* _EXERCISE AIM_
Begin at the line containing "Describe this page" in the entries below and end at the line containing "Serialize what can be read in this screen"; transcribe that range exactly and nothing outside it.

* _DATASET RECORDS_
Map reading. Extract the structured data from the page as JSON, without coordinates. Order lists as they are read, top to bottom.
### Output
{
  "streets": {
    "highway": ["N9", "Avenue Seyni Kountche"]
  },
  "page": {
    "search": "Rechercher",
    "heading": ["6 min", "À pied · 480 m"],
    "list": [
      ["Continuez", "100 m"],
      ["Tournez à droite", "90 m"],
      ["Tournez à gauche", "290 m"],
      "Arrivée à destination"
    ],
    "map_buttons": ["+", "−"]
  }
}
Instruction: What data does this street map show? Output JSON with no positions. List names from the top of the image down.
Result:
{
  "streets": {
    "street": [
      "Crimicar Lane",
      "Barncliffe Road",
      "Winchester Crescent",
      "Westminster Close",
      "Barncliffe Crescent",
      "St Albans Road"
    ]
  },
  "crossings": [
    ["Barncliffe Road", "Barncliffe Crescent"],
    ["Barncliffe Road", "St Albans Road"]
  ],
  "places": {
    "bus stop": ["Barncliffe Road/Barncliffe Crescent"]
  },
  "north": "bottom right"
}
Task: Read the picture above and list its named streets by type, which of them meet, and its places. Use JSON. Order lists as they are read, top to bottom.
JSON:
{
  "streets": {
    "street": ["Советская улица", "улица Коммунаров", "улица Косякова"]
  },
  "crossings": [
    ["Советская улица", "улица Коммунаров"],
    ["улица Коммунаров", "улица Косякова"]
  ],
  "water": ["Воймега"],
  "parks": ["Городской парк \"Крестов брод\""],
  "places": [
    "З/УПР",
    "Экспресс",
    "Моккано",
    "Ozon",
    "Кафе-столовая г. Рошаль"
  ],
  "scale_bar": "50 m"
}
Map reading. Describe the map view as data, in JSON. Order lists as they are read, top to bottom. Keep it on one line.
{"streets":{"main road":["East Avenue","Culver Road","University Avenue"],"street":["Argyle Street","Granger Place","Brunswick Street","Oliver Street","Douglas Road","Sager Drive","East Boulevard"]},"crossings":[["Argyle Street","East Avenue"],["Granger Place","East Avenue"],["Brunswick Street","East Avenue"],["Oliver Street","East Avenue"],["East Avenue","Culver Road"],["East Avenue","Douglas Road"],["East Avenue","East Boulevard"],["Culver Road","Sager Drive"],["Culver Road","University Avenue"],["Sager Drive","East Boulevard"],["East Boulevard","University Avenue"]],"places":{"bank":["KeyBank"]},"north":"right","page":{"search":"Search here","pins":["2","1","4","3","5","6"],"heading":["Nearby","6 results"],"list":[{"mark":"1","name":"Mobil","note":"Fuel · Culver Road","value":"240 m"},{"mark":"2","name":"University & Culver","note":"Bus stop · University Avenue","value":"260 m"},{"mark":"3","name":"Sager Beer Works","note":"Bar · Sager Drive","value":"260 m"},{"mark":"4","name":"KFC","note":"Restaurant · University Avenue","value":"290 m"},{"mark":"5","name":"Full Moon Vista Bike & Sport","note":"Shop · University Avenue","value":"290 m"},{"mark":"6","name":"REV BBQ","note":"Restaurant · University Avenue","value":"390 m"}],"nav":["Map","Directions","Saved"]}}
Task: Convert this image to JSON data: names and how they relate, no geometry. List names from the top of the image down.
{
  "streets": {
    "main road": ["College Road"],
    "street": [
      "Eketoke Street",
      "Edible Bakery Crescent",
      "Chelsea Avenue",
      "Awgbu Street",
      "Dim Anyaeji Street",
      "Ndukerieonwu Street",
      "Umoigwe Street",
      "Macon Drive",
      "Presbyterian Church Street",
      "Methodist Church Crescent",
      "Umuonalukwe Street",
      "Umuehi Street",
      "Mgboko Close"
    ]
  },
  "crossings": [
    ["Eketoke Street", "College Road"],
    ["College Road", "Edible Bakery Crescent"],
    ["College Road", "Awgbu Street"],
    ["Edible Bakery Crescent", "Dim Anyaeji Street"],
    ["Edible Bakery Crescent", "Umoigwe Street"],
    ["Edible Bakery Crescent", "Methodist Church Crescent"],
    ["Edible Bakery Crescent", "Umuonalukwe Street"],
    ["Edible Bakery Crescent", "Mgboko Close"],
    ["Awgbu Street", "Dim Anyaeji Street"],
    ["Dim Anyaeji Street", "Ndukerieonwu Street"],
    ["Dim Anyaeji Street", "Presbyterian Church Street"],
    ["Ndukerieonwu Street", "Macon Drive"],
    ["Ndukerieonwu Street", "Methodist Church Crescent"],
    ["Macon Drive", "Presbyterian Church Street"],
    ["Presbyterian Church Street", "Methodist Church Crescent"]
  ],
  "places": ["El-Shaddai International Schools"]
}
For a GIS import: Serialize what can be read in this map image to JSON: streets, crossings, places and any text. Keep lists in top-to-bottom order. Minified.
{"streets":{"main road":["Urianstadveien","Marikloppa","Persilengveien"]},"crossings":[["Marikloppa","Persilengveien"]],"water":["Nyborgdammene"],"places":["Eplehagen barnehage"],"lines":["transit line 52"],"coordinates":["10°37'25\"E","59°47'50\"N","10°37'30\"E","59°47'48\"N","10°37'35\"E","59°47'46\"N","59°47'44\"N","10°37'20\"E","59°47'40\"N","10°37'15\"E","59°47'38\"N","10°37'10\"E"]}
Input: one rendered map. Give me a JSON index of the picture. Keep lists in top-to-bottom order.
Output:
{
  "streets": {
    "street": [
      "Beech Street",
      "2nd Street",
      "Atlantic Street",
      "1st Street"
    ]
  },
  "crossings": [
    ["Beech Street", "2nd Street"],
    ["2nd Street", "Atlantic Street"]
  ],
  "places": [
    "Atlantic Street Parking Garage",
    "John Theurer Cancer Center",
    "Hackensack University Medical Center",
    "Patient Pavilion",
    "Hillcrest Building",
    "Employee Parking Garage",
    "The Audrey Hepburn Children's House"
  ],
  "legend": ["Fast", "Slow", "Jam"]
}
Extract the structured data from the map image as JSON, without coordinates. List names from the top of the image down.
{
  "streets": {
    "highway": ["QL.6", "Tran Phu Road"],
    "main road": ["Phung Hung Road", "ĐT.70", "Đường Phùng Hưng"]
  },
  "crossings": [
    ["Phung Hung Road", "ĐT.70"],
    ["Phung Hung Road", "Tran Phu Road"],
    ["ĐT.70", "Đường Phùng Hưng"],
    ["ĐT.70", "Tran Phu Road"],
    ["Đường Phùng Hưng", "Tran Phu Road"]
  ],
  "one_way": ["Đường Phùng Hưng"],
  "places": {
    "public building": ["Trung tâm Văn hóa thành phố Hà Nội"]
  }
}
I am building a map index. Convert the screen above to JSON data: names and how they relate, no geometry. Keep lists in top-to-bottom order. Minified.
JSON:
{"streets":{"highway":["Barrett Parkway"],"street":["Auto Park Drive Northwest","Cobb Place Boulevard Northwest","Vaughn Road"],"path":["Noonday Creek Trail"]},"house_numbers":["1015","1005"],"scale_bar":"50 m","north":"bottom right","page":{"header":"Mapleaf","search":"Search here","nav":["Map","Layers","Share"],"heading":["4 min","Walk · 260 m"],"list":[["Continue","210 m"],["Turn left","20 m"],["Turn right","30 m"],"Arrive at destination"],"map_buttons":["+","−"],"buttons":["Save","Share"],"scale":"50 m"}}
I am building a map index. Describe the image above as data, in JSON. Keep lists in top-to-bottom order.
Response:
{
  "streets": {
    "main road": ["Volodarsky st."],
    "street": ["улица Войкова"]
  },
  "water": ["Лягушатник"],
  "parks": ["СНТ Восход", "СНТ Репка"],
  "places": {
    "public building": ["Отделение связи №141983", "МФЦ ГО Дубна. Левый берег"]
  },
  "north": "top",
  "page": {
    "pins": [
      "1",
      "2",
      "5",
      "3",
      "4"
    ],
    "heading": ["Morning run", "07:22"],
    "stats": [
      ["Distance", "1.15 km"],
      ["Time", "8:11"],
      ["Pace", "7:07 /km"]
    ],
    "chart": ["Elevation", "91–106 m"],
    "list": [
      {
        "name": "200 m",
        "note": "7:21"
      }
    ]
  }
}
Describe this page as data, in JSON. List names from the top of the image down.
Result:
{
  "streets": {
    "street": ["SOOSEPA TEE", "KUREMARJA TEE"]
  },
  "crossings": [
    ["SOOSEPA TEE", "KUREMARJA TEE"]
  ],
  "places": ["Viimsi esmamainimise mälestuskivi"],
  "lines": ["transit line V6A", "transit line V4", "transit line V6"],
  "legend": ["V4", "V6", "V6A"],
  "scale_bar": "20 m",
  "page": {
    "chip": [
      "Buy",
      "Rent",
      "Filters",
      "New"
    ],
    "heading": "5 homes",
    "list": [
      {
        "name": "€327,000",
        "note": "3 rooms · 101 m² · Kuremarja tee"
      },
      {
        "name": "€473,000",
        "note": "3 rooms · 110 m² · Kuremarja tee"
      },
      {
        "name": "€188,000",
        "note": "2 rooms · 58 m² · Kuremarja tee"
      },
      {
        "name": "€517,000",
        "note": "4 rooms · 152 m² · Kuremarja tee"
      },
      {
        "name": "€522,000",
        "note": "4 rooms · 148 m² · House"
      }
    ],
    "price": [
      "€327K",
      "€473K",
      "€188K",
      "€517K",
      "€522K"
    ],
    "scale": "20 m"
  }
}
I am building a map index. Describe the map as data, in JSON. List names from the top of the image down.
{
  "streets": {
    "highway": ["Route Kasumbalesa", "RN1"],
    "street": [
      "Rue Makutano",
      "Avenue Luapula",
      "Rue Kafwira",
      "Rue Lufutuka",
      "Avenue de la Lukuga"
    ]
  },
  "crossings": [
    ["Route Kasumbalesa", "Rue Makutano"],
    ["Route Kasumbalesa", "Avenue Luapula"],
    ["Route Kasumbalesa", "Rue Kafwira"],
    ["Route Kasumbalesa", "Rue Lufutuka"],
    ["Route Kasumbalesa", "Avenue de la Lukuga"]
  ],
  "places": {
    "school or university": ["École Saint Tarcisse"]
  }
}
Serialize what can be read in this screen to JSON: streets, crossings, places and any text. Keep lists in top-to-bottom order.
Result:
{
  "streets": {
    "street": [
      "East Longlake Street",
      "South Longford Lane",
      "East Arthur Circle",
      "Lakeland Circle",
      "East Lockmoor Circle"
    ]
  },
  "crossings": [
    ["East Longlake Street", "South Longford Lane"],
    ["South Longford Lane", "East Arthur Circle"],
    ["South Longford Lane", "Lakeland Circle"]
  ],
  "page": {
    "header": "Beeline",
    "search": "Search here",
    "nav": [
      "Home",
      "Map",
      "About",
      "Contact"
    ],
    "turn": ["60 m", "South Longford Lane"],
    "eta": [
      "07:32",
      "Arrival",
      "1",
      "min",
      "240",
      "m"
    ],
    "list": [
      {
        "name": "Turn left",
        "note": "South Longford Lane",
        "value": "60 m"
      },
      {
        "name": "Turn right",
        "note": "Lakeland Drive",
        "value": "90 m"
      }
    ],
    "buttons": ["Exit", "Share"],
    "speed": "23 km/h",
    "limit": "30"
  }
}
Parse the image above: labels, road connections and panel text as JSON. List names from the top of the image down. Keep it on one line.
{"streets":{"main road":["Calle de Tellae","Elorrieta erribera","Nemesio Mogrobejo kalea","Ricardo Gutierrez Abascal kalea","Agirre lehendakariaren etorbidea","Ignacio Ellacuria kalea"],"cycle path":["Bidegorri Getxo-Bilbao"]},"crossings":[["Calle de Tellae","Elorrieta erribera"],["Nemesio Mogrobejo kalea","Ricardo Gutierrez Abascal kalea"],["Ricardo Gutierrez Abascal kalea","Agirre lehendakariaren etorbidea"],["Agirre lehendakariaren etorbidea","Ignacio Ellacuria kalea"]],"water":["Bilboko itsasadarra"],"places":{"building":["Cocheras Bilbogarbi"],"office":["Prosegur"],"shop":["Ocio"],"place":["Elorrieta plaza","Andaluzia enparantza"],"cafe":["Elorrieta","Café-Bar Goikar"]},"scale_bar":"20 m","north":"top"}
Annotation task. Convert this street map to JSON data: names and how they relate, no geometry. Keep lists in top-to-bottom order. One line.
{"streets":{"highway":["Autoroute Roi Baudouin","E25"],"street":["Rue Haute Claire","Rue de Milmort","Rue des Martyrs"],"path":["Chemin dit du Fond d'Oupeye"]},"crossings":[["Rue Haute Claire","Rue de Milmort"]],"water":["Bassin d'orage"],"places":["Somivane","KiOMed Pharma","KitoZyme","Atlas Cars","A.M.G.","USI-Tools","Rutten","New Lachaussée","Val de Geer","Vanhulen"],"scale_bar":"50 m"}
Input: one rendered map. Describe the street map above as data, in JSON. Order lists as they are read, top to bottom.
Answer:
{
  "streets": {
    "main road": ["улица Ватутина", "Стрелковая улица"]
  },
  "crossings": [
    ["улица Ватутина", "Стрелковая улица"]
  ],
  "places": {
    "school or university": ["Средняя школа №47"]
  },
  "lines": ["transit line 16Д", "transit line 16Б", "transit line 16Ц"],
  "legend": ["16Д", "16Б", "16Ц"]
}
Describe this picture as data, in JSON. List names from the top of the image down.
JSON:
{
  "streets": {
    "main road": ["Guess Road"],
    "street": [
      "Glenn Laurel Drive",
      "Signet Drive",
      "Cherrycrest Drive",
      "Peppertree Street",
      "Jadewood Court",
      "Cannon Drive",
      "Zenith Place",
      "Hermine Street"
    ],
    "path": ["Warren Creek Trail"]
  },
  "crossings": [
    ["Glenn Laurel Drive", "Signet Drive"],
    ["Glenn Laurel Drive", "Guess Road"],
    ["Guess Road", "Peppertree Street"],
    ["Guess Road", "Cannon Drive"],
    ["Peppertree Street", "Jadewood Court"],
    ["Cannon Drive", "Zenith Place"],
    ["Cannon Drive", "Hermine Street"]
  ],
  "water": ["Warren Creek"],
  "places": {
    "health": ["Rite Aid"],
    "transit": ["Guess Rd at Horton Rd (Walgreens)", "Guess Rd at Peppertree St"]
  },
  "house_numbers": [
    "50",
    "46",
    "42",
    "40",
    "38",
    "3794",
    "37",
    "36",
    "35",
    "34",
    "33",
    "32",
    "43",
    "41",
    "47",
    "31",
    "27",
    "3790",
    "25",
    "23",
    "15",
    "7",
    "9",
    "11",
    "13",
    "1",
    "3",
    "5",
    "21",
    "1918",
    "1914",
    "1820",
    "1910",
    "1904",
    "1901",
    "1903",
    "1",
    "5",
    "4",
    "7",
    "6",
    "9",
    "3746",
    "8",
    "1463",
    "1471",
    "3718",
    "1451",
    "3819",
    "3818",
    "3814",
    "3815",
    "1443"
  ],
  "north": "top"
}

* _SOLUTION BELOW_
Describe this page as data, in JSON. List names from the top of the image down.
Result:
{
  "streets": {
    "street": ["SOOSEPA TEE", "KUREMARJA TEE"]
  },
  "crossings": [
    ["SOOSEPA TEE", "KUREMARJA TEE"]
  ],
  "places": ["Viimsi esmamainimise mälestuskivi"],
  "lines": ["transit line V6A", "transit line V4", "transit line V6"],
  "legend": ["V4", "V6", "V6A"],
  "scale_bar": "20 m",
  "page": {
    "chip": [
      "Buy",
      "Rent",
      "Filters",
      "New"
    ],
    "heading": "5 homes",
    "list": [
      {
        "name": "€327,000",
        "note": "3 rooms · 101 m² · Kuremarja tee"
      },
      {
        "name": "€473,000",
        "note": "3 rooms · 110 m² · Kuremarja tee"
      },
      {
        "name": "€188,000",
        "note": "2 rooms · 58 m² · Kuremarja tee"
      },
      {
        "name": "€517,000",
        "note": "4 rooms · 152 m² · Kuremarja tee"
      },
      {
        "name": "€522,000",
        "note": "4 rooms · 148 m² · House"
      }
    ],
    "price": [
      "€327K",
      "€473K",
      "€188K",
      "€517K",
      "€522K"
    ],
    "scale": "20 m"
  }
}
I am building a map index. Describe the map as data, in JSON. List names from the top of the image down.
{
  "streets": {
    "highway": ["Route Kasumbalesa", "RN1"],
    "street": [
      "Rue Makutano",
      "Avenue Luapula",
      "Rue Kafwira",
      "Rue Lufutuka",
      "Avenue de la Lukuga"
    ]
  },
  "crossings": [
    ["Route Kasumbalesa", "Rue Makutano"],
    ["Route Kasumbalesa", "Avenue Luapula"],
    ["Route Kasumbalesa", "Rue Kafwira"],
    ["Route Kasumbalesa", "Rue Lufutuka"],
    ["Route Kasumbalesa", "Avenue de la Lukuga"]
  ],
  "places": {
    "school or university": ["École Saint Tarcisse"]
  }
}
Serialize what can be read in this screen to JSON: streets, crossings, places and any text. Keep lists in top-to-bottom order.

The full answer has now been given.